The World Economic Forum’s annual list of this year’s breakthrough technologies, published today, includes “socially aware” openAI, grid-scale energy storage, perovskite solar cells, and other technologies with the potential to “transform industries, improve lives, and safeguard the planet.” The WEF’s specific interest is to “close gaps in investment and regulation.”
“Horizon scanning for emerging technologies is crucial to staying abreast of developments that can radically transform our world, enabling timely expert analysis in preparation for these disruptors. The global community needs to come together and agree on common principles if our society is to reap the benefits and hedge the risks of these technologies,” said Bernard Meyerson, PhD, Chief Innovation Officer of IBM and Chair of the WEF’s Meta-Council on Emerging Technologies.
The list also provides an opportunity to debate human, societal, economic or environmental risks and concerns that the technologies may pose — prior to widespread adoption.
One of the criteria used by council members during their deliberations was the likelihood that 2016 represents a tipping point in the deployment of each technology. So the list includes some technologies that have been known for a number of years, but are only now reaching a level of maturity where their impact can be meaningfully felt.

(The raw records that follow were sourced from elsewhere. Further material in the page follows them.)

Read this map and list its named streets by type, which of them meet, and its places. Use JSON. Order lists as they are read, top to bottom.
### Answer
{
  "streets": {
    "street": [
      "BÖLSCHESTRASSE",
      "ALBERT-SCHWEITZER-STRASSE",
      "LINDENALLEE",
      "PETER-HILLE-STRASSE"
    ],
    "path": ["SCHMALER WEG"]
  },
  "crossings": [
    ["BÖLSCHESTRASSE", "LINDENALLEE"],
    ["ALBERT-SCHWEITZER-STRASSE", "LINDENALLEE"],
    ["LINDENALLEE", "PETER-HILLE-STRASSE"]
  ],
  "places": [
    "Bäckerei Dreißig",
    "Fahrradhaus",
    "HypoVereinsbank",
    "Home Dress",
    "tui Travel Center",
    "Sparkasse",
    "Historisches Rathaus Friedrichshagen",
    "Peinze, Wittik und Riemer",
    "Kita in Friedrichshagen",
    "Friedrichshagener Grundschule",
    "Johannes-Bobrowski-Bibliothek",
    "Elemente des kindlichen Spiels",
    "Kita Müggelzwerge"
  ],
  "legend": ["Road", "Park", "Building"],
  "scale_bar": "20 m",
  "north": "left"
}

The top 10 technologies that make this year’s list are:
- Nanosensors and the Internet of Nanothings — With the Internet of Things expected to comprise 30 billion connected devices by 2020, one of the most exciting areas of focus today is now on nanosensors capable of circulating in the human body or being embedded in construction materials. They could use DNA and proteins to recognize specific chemical targets, store a few bits of information, and then report their status by changing color or emitting some other easily detectable signal.
- Next-Generation Batteries — One of the greatest obstacles holding renewable energy back is matching supply with demand, but recent advances in energy storage using sodium, aluminum, and zinc based batteries makes mini-grids feasible that can provide clean, reliable, around-the-clock energy sources to entire villages.
- The Blockchain — With venture investment related to the online currency Bitcoin exceeding $1 billion in 2015 alone, the economic and social impact of blockchain’s potential to fundamentally change the way markets and governments work is only now emerging.
- 2D Materials — Plummeting production costs mean that 2D materials like graphene are emerging in a wide range of applications, from air and water filters to new generations of wearables and batteries.
- Autonomous Vehicles — The potential of self-driving vehicles for saving lives, cutting pollution, boosting economies, and improving quality of life for the elderly and other segments of society has led to rapid deployment of key technology forerunners along the way to full autonomy.
- Organs-on-chips — Miniature models of human organs could revolutionize medical research and drug discovery by allowing researchers to see biological mechanism behaviors in ways never before possible.
- Perovskite Solar Cells — This new photovoltaic material offers three improvements over the classic silicon solar cell: it is easier to make, can be used virtually anywhere and, to date, keeps on generating power more efficiently.
- Open AI Ecosystem — Shared advances in natural language processing and social awareness algorithms, coupled with an unprecedented availability of data, will soon allow smart digital assistants to help with a vast range of tasks, from keeping track of one’s finances and health to advising on wardrobe choice.
- Optogenetics — Recent developments mean light can now be delivered deeper into brain tissue, something that could lead to better treatment for people with brain disorders.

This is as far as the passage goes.